"""

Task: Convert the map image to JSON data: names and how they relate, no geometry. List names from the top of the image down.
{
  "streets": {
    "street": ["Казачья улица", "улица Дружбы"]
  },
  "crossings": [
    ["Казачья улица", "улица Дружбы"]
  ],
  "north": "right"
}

"""

- Exercise objective -
Using the listing above, retype each line exactly.

- Completed task -
Task: Convert the map image to JSON data: names and how they relate, no geometry. List names from the top of the image down.
{
  "streets": {
    "street": ["Казачья улица", "улица Дружбы"]
  },
  "crossings": [
    ["Казачья улица", "улица Дружбы"]
  ],
  "north": "right"
}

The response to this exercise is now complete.